# Problem details
A verbatim copy of all the data is required; the pictures should not appear in it.
■ ■ ■ ■
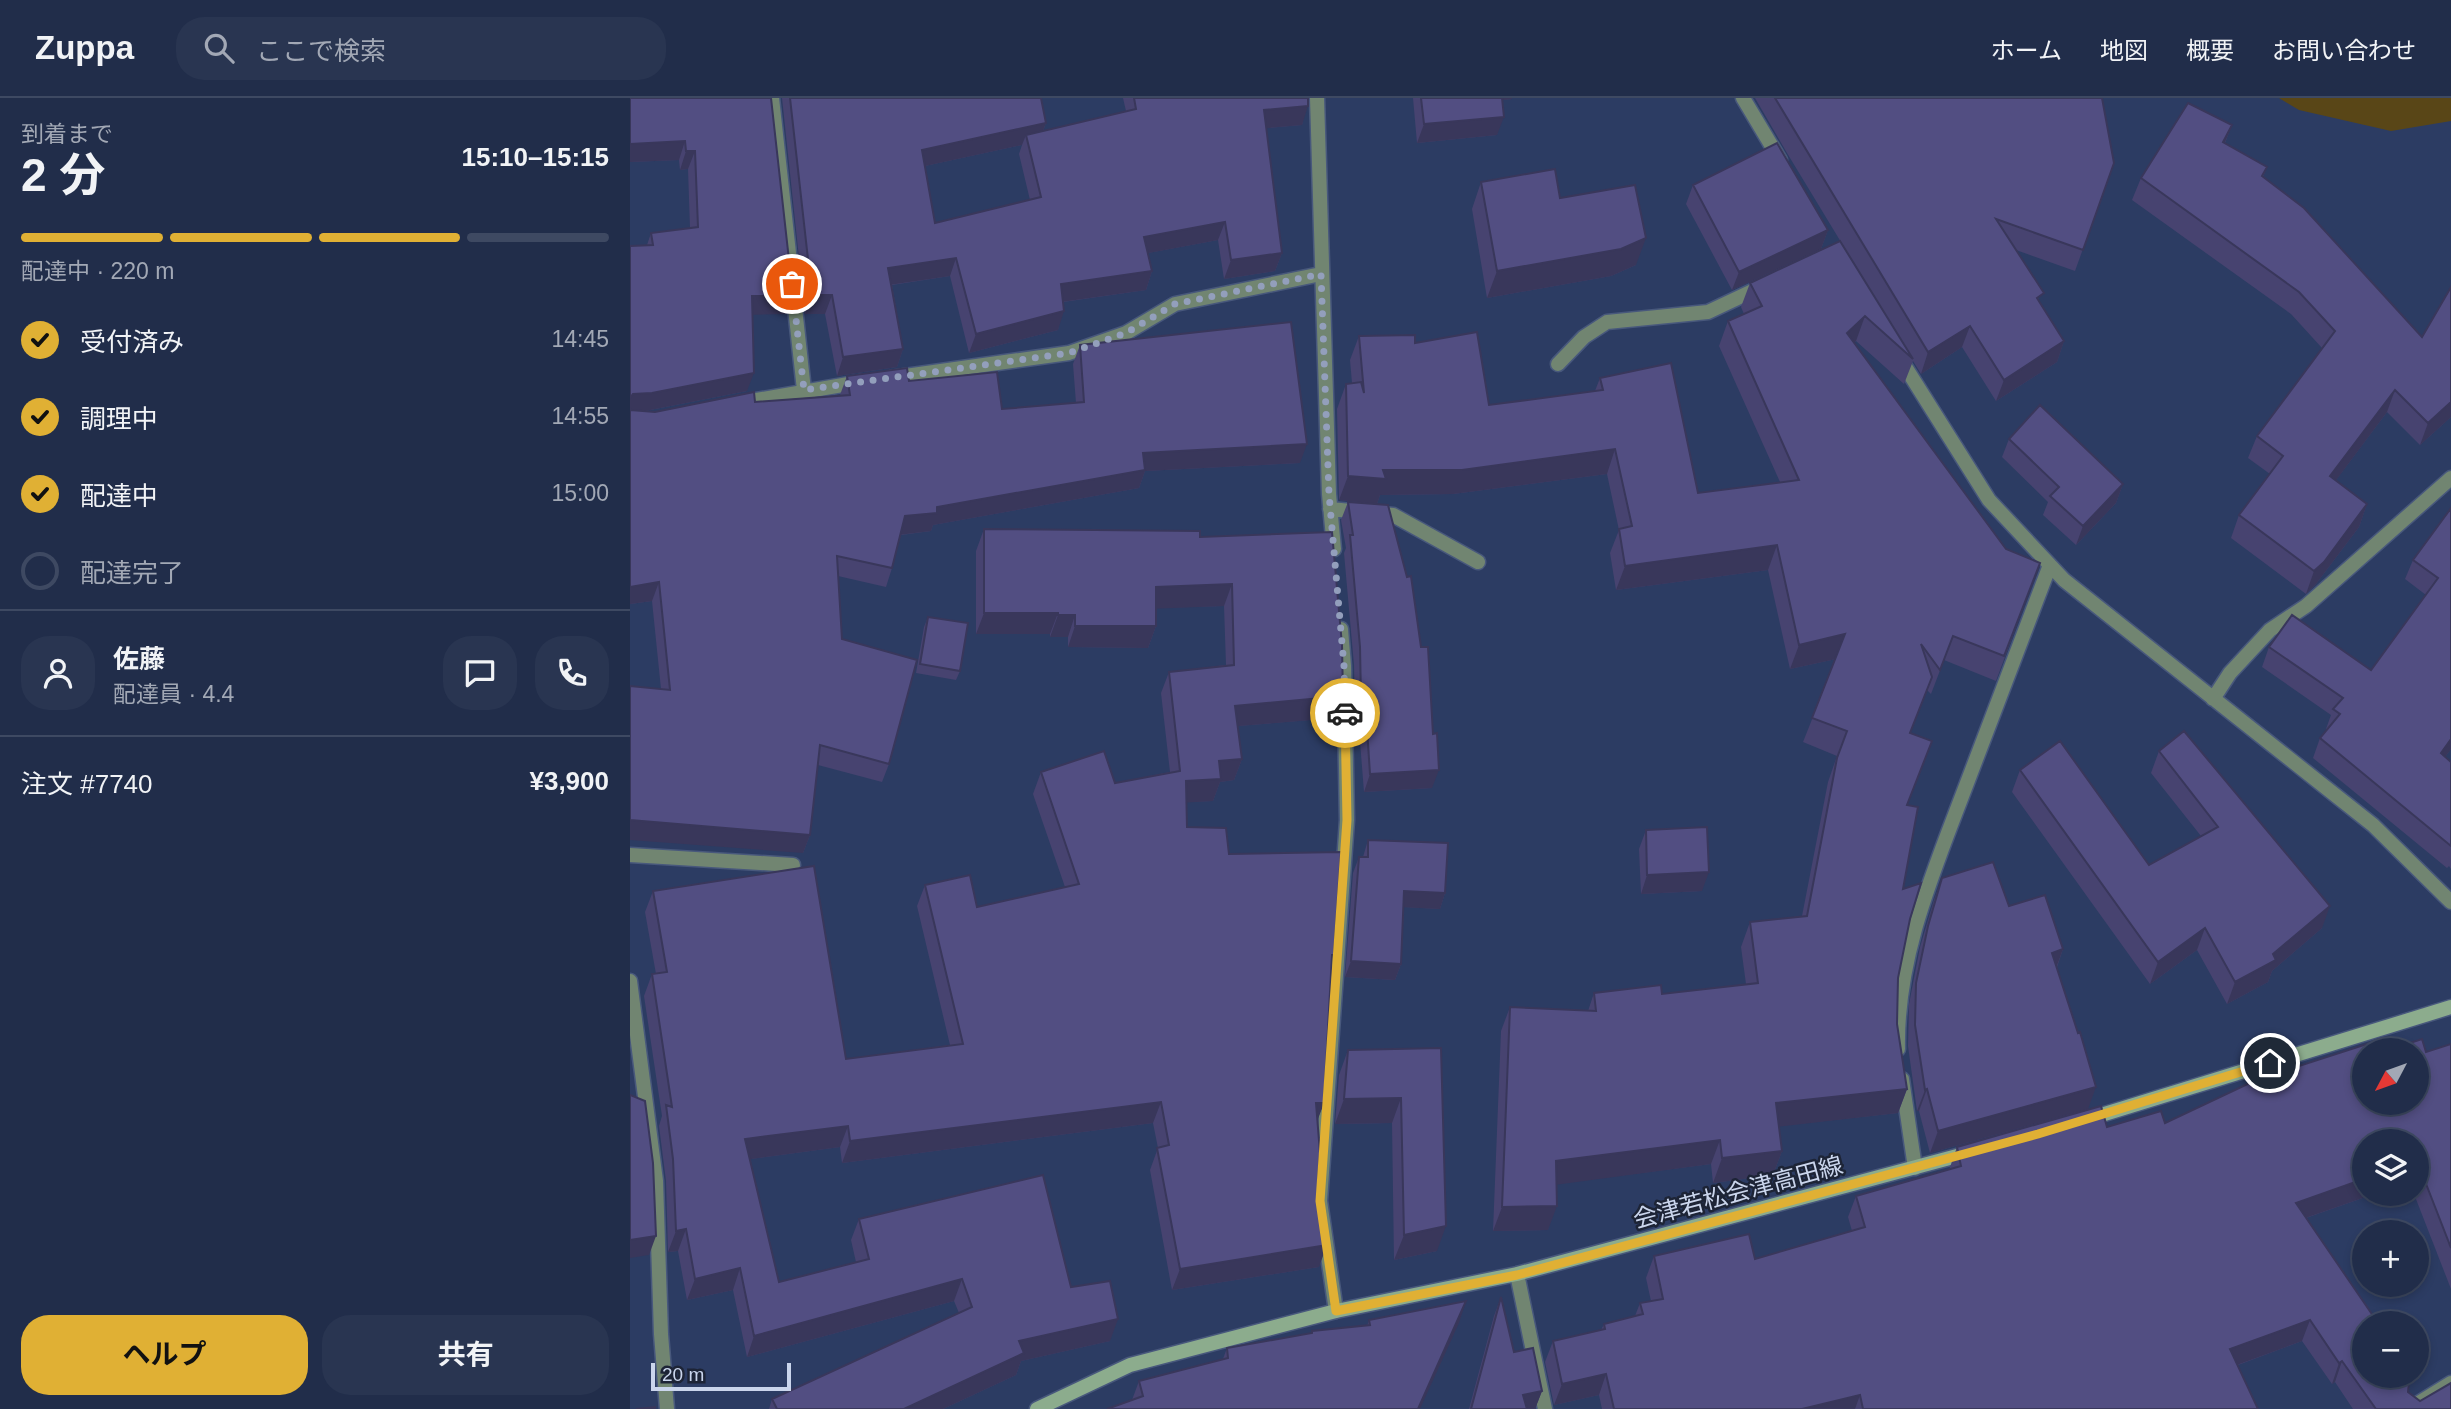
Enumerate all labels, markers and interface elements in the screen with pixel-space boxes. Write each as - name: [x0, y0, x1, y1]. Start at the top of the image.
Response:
- search box: [176, 17, 666, 80]
- text: Zuppa: [35, 29, 134, 66]
- icon: search: [200, 29, 238, 67]
- text: ここで検索: [256, 36, 386, 66]
- text: ホーム: [1991, 37, 2062, 64]
- text: 地図: [2100, 37, 2148, 64]
- text: 概要: [2186, 37, 2234, 64]
- text: お問い合わせ: [2272, 37, 2416, 64]
- text: 到着まで: [21, 121, 113, 147]
- text: 15:10–15:15: [462, 142, 609, 172]
- text: 2 分: [21, 149, 105, 201]
- pin: [762, 254, 822, 314]
- text: 配達中 · 220 m: [21, 258, 174, 284]
- icon: bag: [773, 265, 811, 303]
- icon: check: [21, 321, 59, 359]
- text: 14:45: [551, 326, 609, 352]
- text: 受付済み: [80, 327, 184, 357]
- icon: check: [21, 398, 59, 436]
- text: 14:55: [551, 403, 609, 429]
- text: 調理中: [80, 404, 158, 434]
- icon: check: [21, 475, 59, 513]
- text: 15:00: [551, 480, 609, 506]
- text: 配達中: [80, 481, 158, 511]
- text: 配達完了: [80, 558, 184, 588]
- button: person: [21, 636, 95, 710]
- button: chat: [443, 636, 517, 710]
- button: phone: [535, 636, 609, 710]
- text: 佐藤: [113, 644, 165, 674]
- courier: [1310, 678, 1380, 748]
- text: 配達員 · 4.4: [113, 681, 234, 707]
- icon: car: [1326, 694, 1364, 732]
- text: ¥3,900: [529, 766, 609, 796]
- text: 注文 #7740: [21, 769, 153, 799]
- pin: [2240, 1033, 2300, 1093]
- north arrow: [2352, 1038, 2429, 1115]
- map controls: [2352, 1038, 2429, 1388]
- icon: home: [2251, 1044, 2289, 1082]
- button: layers: [2352, 1129, 2429, 1206]
- street label: 会津若松会津高田線: [1630, 1151, 1846, 1233]
- button: +: [2352, 1220, 2429, 1297]
- button: −: [2352, 1311, 2429, 1388]
- button: ヘルプ: [21, 1315, 308, 1395]
- button: 共有: [322, 1315, 609, 1395]
- scale bar: [651, 1360, 791, 1392]
- text: 20 m: [662, 1364, 704, 1385]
■ ■ ■ ■
# Answer for this exercise
Enumerate all labels, markers and interface elements in the screen with pixel-space boxes. Write each as - name: [x0, y0, x1, y1]. Start at the top of the image.
Response:
- search box: [176, 17, 666, 80]
- text: Zuppa: [35, 29, 134, 66]
- icon: search: [200, 29, 238, 67]
- text: ここで検索: [256, 36, 386, 66]
- text: ホーム: [1991, 37, 2062, 64]
- text: 地図: [2100, 37, 2148, 64]
- text: 概要: [2186, 37, 2234, 64]
- text: お問い合わせ: [2272, 37, 2416, 64]
- text: 到着まで: [21, 121, 113, 147]
- text: 15:10–15:15: [462, 142, 609, 172]
- text: 2 分: [21, 149, 105, 201]
- pin: [762, 254, 822, 314]
- text: 配達中 · 220 m: [21, 258, 174, 284]
- icon: bag: [773, 265, 811, 303]
- icon: check: [21, 321, 59, 359]
- text: 14:45: [551, 326, 609, 352]
- text: 受付済み: [80, 327, 184, 357]
- icon: check: [21, 398, 59, 436]
- text: 14:55: [551, 403, 609, 429]
- text: 調理中: [80, 404, 158, 434]
- icon: check: [21, 475, 59, 513]
- text: 15:00: [551, 480, 609, 506]
- text: 配達中: [80, 481, 158, 511]
- text: 配達完了: [80, 558, 184, 588]
- button: person: [21, 636, 95, 710]
- button: chat: [443, 636, 517, 710]
- button: phone: [535, 636, 609, 710]
- text: 佐藤: [113, 644, 165, 674]
- courier: [1310, 678, 1380, 748]
- text: 配達員 · 4.4: [113, 681, 234, 707]
- icon: car: [1326, 694, 1364, 732]
- text: ¥3,900: [529, 766, 609, 796]
- text: 注文 #7740: [21, 769, 153, 799]
- pin: [2240, 1033, 2300, 1093]
- north arrow: [2352, 1038, 2429, 1115]
- map controls: [2352, 1038, 2429, 1388]
- icon: home: [2251, 1044, 2289, 1082]
- button: layers: [2352, 1129, 2429, 1206]
- street label: 会津若松会津高田線: [1630, 1151, 1846, 1233]
- button: +: [2352, 1220, 2429, 1297]
- button: −: [2352, 1311, 2429, 1388]
- button: ヘルプ: [21, 1315, 308, 1395]
- button: 共有: [322, 1315, 609, 1395]
- scale bar: [651, 1360, 791, 1392]
- text: 20 m: [662, 1364, 704, 1385]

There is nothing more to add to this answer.